— Work instruction —
The answer should consist of each line below that contains the word "auto".

— Listed entries —
== Segment start ==
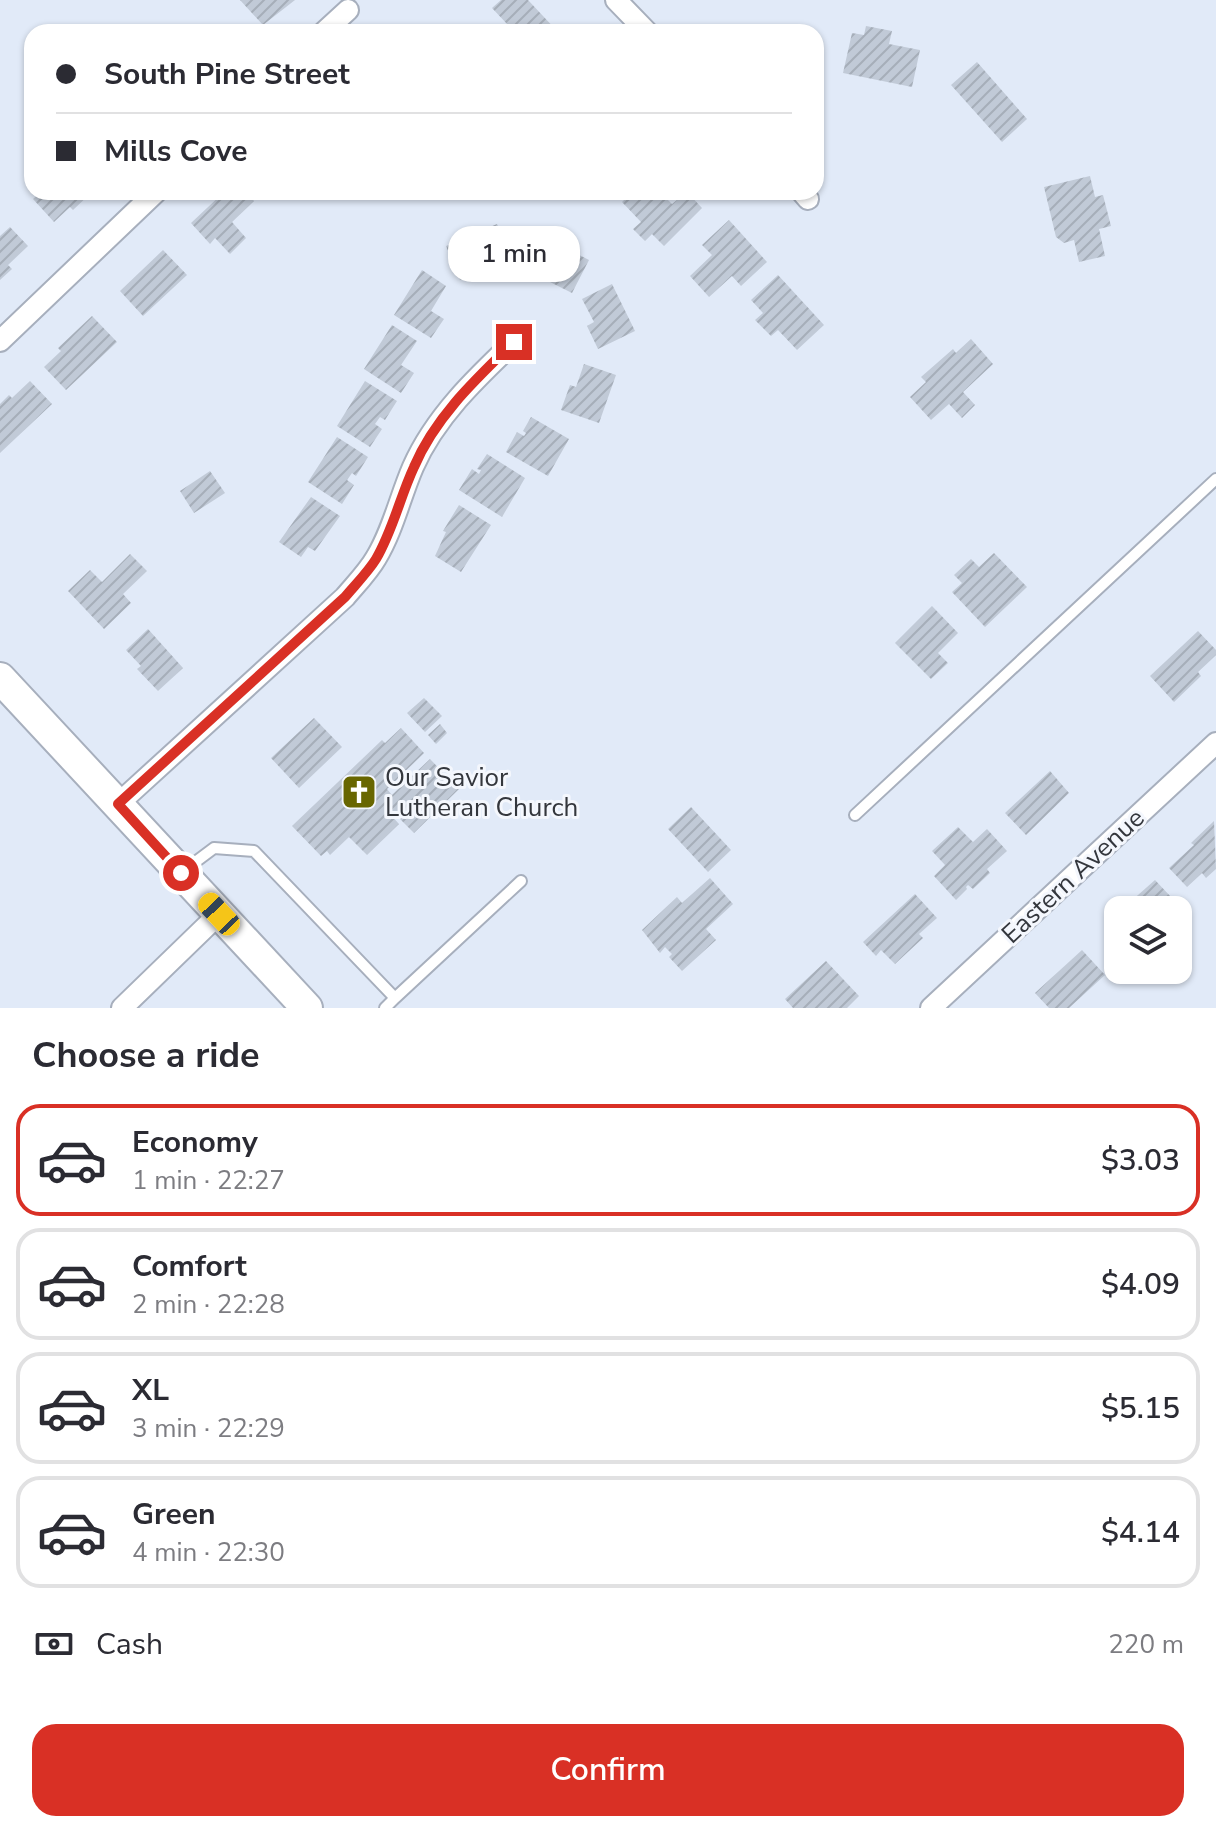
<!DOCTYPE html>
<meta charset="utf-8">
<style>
body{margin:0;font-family:"Nunito Sans",sans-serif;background:#f7f7f7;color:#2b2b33;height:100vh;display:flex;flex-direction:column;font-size:30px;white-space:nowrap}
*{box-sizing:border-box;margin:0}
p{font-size:26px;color:#7c7c81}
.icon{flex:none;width:44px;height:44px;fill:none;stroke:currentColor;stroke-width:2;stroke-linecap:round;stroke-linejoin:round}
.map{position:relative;height:1008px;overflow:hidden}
.side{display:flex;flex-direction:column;background:#fff;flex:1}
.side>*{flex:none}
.banner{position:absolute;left:24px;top:24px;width:800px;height:176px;border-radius:24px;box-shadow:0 2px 6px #0004;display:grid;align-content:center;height:176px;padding:0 32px;background:#fff}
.tools{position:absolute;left:1104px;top:896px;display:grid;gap:16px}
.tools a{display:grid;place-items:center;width:88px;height:88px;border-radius:16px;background:#fff;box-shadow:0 2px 6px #0004;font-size:40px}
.end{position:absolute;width:36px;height:36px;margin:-18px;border:10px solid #d93025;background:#fff;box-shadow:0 0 0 4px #fff}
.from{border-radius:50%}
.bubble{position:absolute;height:56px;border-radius:24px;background:#fff;box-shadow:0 2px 6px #0004;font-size:26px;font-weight:600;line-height:56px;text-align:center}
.car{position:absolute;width:24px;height:48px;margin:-24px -12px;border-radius:10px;box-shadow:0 0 6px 2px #0007;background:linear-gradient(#f5c518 24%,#345 0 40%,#f5c518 0 76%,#345 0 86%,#f5c518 0)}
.banner b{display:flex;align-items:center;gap:28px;height:76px;font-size:30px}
.banner b+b{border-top:2px solid #e1e1e2}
.banner i{width:20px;height:20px;background:#2b2b33}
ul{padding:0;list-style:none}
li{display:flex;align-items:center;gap:24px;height:112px;margin:0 16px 12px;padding:0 16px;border:4px solid #e1e1e2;border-radius:24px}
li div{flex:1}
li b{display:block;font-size:30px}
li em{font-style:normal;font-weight:600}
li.selected{border-color:#d93025}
li>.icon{width:72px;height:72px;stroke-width:1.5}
h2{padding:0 32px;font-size:36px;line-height:96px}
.pay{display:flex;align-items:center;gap:20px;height:88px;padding:0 32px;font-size:30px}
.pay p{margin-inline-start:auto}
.button{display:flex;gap:16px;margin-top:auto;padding:16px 32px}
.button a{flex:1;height:92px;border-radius:24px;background:#d93025;color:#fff;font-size:32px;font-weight:600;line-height:92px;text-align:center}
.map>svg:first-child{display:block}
</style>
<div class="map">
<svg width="1216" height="1008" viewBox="0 0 1216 1008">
<defs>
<pattern id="building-hatch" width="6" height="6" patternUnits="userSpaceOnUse" patternTransform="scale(2)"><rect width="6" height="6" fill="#c1cad7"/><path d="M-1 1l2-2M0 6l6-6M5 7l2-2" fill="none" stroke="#a6aeb9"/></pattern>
</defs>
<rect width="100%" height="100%" fill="#e1eaf8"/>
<path fill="url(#building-hatch)" d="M240 0H295L263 25Z
M501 0H528L558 32H501L508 25 492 8Z
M866 26 892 31 889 44 920 50 912 87 843 73 852 33 864 35Z
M977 62 1027 119 1002 142 951 85Z
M1090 176 1095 197 1103 195 1111 226 1099 229 1105 256 1079 262 1074 240 1064 243 1056 237 1044 187Z
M41 192H92L73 210 70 207 54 222 33 199Z
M224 192H246L254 201 232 222 246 238 230 254 215 238 210 244 191 223Z
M632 192H660L672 204 687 192 702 208 664 246 652 234 645 241 633 229 641 222 622 202Z
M729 220 767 262 741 286 732 276 709 297 690 276 712 255 702 245Z
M497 224 511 256 487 266 485 261 478 264 481 271 460 280 446 246Z
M10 227 28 246 8 265 12 269 0 280V236Z
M536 233 589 260 572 293 546 280 549 273 544 270 541 275 520 264Z
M163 250 187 275 143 316 120 291Z
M422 270 446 286 431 311 444 319 431 338 394 315Z
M778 275 824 325 797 350 778 330 771 336 755 320 763 313 751 300Z
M612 284 635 331 598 349 587 326 594 322 582 299Z
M92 316 117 342 66 390 44 367 61 351 58 348Z
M392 325 417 341 401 365 414 373 401 393 364 369Z
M971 339 993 364 963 392 975 405 962 418 949 404 931 420 910 397 926 382 921 377 953 349 956 353Z
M584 364 616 375 599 423 561 410 570 385 576 387Z
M30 381 52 404 0 453V404L9 395 12 398Z
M365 381 397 401 385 420 380 417 375 424 382 429 370 447 337 426Z
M531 417 569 439 548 476 506 452 517 432 524 436 526 433 523 431Z
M337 437 368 457 356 476 352 473 347 480 354 485 342 504 308 482Z
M487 454 525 478 502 517 459 490 472 469 479 474 481 470 477 469Z
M210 471 225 493 194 513 180 491Z
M311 497 340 516 315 551 308 547 301 557 279 542Z
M459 505 491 525 461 572 435 556 446 532 443 531Z
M994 553 1027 587 985 627 952 592 962 583 954 575 971 559 979 567Z
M130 554 147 571 123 594 131 603 104 629 68 591 90 570 102 582Z
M932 606 958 633 938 653 948 663 931 679 895 643Z
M148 629 183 668 158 691 137 669 141 666 126 650Z
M1198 631 1216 650V655L1198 672 1201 676 1174 702 1150 676Z
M424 698 442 716 425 732 407 713Z
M314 718 342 747 299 788 271 758Z
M440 724 447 733 436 744 428 735Z
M401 728 424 753 387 789 392 795 430 759 459 789 414 833 393 812 390 814 399 824 367 855 349 837 330 855 327 851 321 856 292 826 382 740 385 743Z
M1050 771 1069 793 1026 835 1005 813Z
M691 807 731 850 708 872 668 829Z
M1214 821 1216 869 1206 878 1202 873 1187 887 1169 868 1194 845 1191 843Z
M958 827 973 842 987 829 1007 851 987 869 990 873 973 889 968 885 966 887 967 889 956 900 934 876 945 865 932 851Z
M710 878 733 904 706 929 716 940 682 971 669 957 672 954 665 947 660 953 642 930 677 897 682 903Z
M1155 880 1171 897 1157 910H1121Z
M915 894 937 918 919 934 923 938 895 964 881 950 876 956 863 942Z
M1082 950 1105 975 1069 1008H1049L1035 993Z
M826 961 859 996 847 1008H793L785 999Z"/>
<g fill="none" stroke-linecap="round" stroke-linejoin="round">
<defs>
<path id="lane" d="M855 815 1216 479
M182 872 214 848 254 851 395 998 385 1008
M395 998 521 881"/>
<path id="street" d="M616 0 647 32
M324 32 348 10
M802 192 808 199
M0 341 156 192
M118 804 345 597C355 585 368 572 376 558 393 530 400 497 413 467 435 417 476 378 514 342
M122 1008 219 914
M931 1008 1216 743"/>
<path id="secondary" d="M0 678 307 1008"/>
</defs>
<use href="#lane" stroke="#a7afbd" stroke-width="14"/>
<use href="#street" stroke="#a7afbd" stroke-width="24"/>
<use href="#secondary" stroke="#a7afbd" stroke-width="34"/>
<use href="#lane" stroke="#fff" stroke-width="10"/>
<use href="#street" stroke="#fff" stroke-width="20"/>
<use href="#secondary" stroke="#fff" stroke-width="30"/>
</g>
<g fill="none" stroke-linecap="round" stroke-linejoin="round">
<path stroke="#d93025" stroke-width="10" d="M181 873 118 804 345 597C355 585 368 572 376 559 393 530 400 497 414 467 435 417 476 379 514 342"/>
</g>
<defs>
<symbol id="church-square" viewBox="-11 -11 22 22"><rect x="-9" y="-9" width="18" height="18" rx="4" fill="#686600" stroke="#f4f7fd"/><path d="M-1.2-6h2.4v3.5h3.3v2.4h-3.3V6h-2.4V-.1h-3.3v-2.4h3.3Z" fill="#fff"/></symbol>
</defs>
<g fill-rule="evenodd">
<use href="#church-square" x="339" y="772" width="40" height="40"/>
</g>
<g text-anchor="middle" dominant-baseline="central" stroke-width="6" stroke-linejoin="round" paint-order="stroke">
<g font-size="26" fill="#34373d" stroke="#f4f7fd" text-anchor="start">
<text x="385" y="777">Our Savior<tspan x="385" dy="30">Lutheran Church</tspan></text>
</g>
<g font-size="26" fill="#34373d" stroke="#f4f7fd">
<text transform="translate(1073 876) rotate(-43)">Eastern Avenue</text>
</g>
</g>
</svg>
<div class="tools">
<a><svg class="icon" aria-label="layers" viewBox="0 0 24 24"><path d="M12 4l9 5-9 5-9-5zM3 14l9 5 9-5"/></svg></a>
</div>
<i class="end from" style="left:181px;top:873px"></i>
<i class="end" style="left:514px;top:342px"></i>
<div class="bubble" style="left:448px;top:226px;width:132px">1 min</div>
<i class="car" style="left:219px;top:914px;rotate:317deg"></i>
<div class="banner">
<b><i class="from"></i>South Pine Street</b>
<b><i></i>Mills Cove</b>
</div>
</div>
<section class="side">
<h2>Choose a ride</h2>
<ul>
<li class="selected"><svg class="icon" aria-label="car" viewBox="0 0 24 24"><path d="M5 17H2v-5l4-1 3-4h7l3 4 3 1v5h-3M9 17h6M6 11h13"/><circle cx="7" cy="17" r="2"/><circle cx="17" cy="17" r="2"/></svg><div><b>Economy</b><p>1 min · 22:27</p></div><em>$3.03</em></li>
<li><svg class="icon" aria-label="car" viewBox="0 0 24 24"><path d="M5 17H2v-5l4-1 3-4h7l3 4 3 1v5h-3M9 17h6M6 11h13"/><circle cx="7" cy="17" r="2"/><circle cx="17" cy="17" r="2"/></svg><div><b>Comfort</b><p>2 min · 22:28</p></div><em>$4.09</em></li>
<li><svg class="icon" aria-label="car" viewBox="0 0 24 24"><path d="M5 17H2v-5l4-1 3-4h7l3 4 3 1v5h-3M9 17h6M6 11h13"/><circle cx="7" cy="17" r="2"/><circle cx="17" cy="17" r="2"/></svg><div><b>XL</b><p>3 min · 22:29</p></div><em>$5.15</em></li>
<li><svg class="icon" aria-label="car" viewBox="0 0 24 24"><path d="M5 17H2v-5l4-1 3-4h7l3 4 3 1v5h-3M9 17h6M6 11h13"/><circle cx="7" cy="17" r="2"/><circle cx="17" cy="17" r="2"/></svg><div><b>Green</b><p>4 min · 22:30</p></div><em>$4.14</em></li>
</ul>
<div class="pay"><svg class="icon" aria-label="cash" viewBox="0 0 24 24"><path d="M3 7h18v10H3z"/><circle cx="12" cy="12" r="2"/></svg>Cash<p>220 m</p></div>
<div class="button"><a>Confirm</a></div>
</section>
== Segment end ==
— Output for this task —
.pay p{margin-inline-start:auto}
.button{display:flex;gap:16px;margin-top:auto;padding:16px 32px}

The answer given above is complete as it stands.